After we had dropped off the guitar, amp, and of course the appropriate cables, I walked Alvin and Nikki to the door and thanked them. Then I returned to Lee Ann.

“I know it seems like a lot…” I started.

“It’s OK, Marsh,” she stopped me. “You’ve been talking about your grandfather and his guitar for some time. It’s obvious you’ve wanted to learn. I just worry that you’re avoiding things. I don’t believe that you’re really OK ignoring boys. Maybe this Jeremy thing isn’t going to go anywhere, but there are still lots of nice boys around. Don’t just lock yourself in your room all semester.”

“I… I’m not,” I protested. “I just really want to play the guitar.” She eyed me doubtfully. “I’m serious, Lee Ann. That’s all this is.”

“So you’re coming out with us this weekend?”

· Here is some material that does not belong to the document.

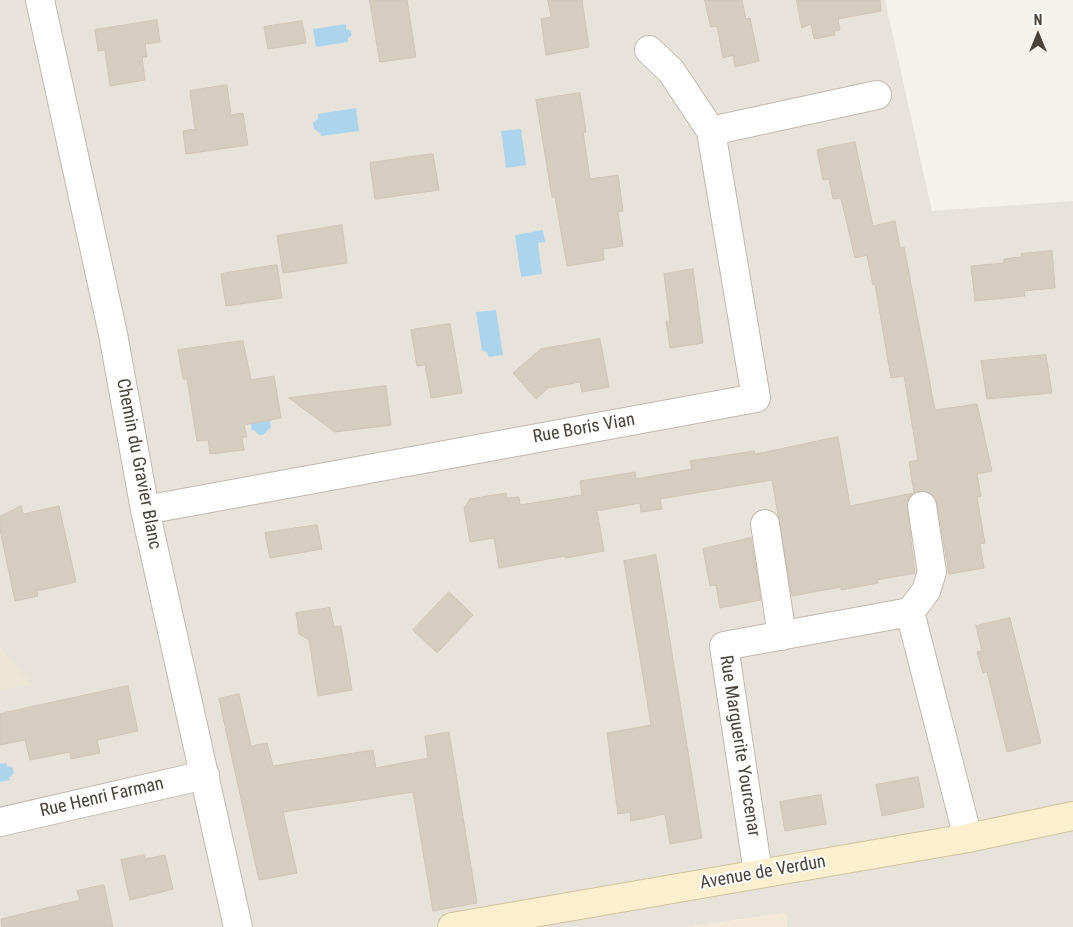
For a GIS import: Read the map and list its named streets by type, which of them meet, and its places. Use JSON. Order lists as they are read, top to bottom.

“Sure. Absolutely.” I remember some of the girls discussing an outing of some kind, although I hadn’t paid an awful lot of attention. At this point, though, I was ready to agree to almost anything to get Lee Ann off my back; I really didn’t want her trying to ‘fix me up’ or anything of the sort. This had seemed like another girls’ night out, which should be pretty safe.

I finally managed to escape back to my room. I had told myself that I needed to deal with the reporter, and my failure to play the guitar in Nikki’s room made that all the more dire. So far, I had failed to find the experimenters, failed to play the guitar, failed in fact just about any test that could demonstrate that I was really Marshall. This was probably my last chance. If I couldn’t find somebody who remembered me that way… I just didn’t want to think that through.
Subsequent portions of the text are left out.